Identidade artística
Elida sublinha que já consolidou uma identidade musical própria nos seus ritmos e melodias, destacando a forma como reinterpreta a tabanca com uma roupagem diferente da tradicional: “Tenho a identidade da Elida: aquela menina que bebe muito do tradicional, que tem influências tradicionais, que nasceu no batuco, na tabanca e no funaná, mas tem a mente aberta e consome arte do mundo inteiro”, frisa.
“Continuo cada vez mais firme nos meus ideais e no meu objectivo de enaltecer a tabanca. O tema Bersu d’Oru é o mais ouvido do meu streaming no mundo inteiro, e isso por algum motivo: porque é uma tabanca, um ritmo que lá fora ninguém conhece. Cabo Verde é conhecido pelos ritmos do norte, graças à Cesária Évora e outros nomes.”
Lembra que o mundo inteiro conhece Cabo Verde pela morna e pela coladeira: “agora temos aquela missão, que já começou há muito com o Pantera, a Lura e outros nomes. Os Bulimundo fizeram um trabalho extraordinário a enaltecer os ritmos do Sul.”
“Cabo Verde tem muito mais do Sul do que aquilo que é conhecido, e eu sou mais uma a juntar-me a esse grupo de quem enaltece os ritmos do Sul.”
Inspiração
Quanto à inspiração, Elida diz que tem muitas influências do grupo Bulimundo: “um grupo que me influencia muito na forma como faço e canto o funaná. Gosto da forma como o Ildo Lobo cantava e se entregava à música. Tenho também influências da Lura: a forma como ela vive e canta o batuco e a tabanca é única.”

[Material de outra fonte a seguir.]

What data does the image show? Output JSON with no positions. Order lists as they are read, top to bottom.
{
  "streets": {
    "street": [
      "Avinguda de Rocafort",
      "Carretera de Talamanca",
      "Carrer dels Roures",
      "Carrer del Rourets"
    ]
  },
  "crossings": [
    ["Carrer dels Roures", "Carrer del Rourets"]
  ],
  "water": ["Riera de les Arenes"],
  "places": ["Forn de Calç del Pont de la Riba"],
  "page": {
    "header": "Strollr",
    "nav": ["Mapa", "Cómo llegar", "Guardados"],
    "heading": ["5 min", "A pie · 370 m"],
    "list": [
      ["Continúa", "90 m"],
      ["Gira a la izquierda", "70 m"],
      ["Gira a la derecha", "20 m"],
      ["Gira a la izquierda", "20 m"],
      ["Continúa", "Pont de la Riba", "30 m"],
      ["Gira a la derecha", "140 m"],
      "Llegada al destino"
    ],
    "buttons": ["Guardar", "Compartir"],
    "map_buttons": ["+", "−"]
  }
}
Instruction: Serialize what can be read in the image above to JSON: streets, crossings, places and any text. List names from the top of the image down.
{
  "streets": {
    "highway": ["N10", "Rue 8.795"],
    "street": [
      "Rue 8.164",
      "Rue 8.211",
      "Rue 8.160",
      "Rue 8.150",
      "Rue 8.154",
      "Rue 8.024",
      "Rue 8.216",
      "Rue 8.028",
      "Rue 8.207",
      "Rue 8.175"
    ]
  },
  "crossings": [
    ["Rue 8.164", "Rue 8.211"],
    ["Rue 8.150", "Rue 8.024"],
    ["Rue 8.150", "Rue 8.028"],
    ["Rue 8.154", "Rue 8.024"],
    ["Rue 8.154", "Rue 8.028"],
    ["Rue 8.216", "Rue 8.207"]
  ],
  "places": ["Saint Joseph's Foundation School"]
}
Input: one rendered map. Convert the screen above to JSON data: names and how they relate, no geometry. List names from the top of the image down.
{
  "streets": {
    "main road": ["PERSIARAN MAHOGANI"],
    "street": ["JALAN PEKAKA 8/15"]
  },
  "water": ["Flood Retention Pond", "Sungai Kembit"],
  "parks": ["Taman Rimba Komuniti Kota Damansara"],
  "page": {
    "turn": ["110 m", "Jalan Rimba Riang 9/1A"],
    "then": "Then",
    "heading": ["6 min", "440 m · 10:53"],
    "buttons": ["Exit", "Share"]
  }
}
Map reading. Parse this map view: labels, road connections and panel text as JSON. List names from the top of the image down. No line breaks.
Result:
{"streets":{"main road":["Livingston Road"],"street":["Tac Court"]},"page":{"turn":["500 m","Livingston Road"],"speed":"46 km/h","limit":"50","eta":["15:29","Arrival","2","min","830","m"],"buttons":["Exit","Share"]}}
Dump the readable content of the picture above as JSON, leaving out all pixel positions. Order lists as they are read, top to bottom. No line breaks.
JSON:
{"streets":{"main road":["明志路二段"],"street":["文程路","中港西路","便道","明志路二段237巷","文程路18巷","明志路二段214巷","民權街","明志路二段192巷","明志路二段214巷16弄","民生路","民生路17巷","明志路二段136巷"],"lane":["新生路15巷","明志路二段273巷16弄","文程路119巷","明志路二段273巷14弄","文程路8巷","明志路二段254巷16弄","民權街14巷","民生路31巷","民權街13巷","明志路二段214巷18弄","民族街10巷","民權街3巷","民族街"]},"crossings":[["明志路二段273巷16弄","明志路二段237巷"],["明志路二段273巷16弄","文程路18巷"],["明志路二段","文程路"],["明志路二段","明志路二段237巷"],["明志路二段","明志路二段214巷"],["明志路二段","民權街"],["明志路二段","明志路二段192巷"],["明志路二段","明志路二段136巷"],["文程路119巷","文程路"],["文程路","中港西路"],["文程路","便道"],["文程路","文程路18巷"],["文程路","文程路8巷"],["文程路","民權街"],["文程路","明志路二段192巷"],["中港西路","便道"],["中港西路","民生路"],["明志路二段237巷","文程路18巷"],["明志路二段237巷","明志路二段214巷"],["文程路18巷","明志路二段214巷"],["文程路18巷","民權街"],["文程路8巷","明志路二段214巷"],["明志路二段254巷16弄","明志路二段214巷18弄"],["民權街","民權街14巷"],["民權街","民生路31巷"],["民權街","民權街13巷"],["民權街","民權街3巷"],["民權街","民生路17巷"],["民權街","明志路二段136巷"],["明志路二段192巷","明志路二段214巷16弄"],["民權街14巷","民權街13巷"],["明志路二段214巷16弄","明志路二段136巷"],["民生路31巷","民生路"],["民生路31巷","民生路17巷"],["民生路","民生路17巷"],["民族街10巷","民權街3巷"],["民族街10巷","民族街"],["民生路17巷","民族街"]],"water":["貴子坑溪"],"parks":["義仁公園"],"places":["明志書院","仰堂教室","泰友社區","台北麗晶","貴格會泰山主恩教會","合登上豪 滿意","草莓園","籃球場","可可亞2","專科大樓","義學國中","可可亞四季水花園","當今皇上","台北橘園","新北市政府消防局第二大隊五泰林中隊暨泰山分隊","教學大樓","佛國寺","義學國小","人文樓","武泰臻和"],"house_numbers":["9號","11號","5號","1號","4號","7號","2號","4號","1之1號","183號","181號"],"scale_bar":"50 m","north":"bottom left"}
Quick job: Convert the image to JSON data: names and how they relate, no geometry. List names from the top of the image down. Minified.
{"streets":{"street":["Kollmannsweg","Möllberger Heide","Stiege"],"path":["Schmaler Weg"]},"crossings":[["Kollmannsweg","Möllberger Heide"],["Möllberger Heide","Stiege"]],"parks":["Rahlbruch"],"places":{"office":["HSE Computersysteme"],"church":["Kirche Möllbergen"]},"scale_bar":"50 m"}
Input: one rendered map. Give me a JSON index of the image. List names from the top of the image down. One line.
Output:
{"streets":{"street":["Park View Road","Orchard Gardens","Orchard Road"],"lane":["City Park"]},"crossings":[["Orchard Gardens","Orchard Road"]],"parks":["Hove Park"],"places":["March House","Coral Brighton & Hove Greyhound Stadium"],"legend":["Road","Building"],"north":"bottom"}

“Além disso, ouço muita música de outros países, como do Congo e da África do Sul, que acabo por misturar com as minhas melodias.”
“O meu irmão, por vezes, lembra-me de letras que eu já nem me lembrava de ter escrito. A minha família inspira-me muito. A minha irmã é sempre a minha fonte, sempre que tenho um dia sem energia, é a ela que recorro para me carregar e continuar.”
Elida conta que a sua mãe admira muito a sua arte, mas à sua maneira: “depois de tantas coisas boas que a música já nos trouxe, para a minha mãe eu devia estar num gabinete da procuradoria em vez de estar na música. Ela tem aquela ideia de que o bom é ter o dinheiro certo no fim do mês.”
“Tenho muitas pessoas que, silenciosamente, me apoiam para eu estar hoje onde estou. Acho que sozinha nunca teria conseguido tantas coisas na música.”
“Nesta área, é fundamental ter pessoas que te apoiam e admiram a tua arte, que a vendem com garra. Acho que consegui reunir isso, de certa forma, na minha equipa ao longo destes anos.”
Metas
Para Elida, a meta é continuar a descobrir o mundo e levar Cabo Verde a lugares e países onde ainda não chegou: “a minha ambição é continuar a pisar outros palcos e levar a bandeira de Cabo Verde o mais longe possível.”
“Comecei a cantar em 2014, e já em 2015 comecei a fazer digressões por todo o mundo. Durante muito tempo fui até atrevida por levar o meu projecto de Cabo Verde a todos os espectáculos lá fora”, recorda.
A cantora conta que foi para Portugal para estudar Direito, mas não conseguiu conciliar e acabou por deixar: “a música acabou por vencer. Ainda não me consigo ver a fazer outra coisa que não seja música.”
Por outro lado, afirma que é mais fácil viajar para espectáculos a partir de Portugal, por ser menos dispendioso.
Actualmente, Elida reside em Hamburgo, na Alemanha, porque a vida a levou para lá: “foi uma questão pessoal.”
“A Alemanha é um país completamente diferente de Cabo Verde. Somos de um país da morabeza, de pessoas calorosas, que gostam de abraçar e de ajudar a criar os filhos uns dos outros.”
“A vida levou-me para lá e aos poucos vou percebendo as vantagens de viver lá. Para a família, é um país incrível pelo que pode proporcionar. De resto, estou a habituar-me à vida lá”, conclui.
Texto originalmente publicado na edição impressa do Expresso das Ilhas nº 1234 de 23 de Julho de 2025.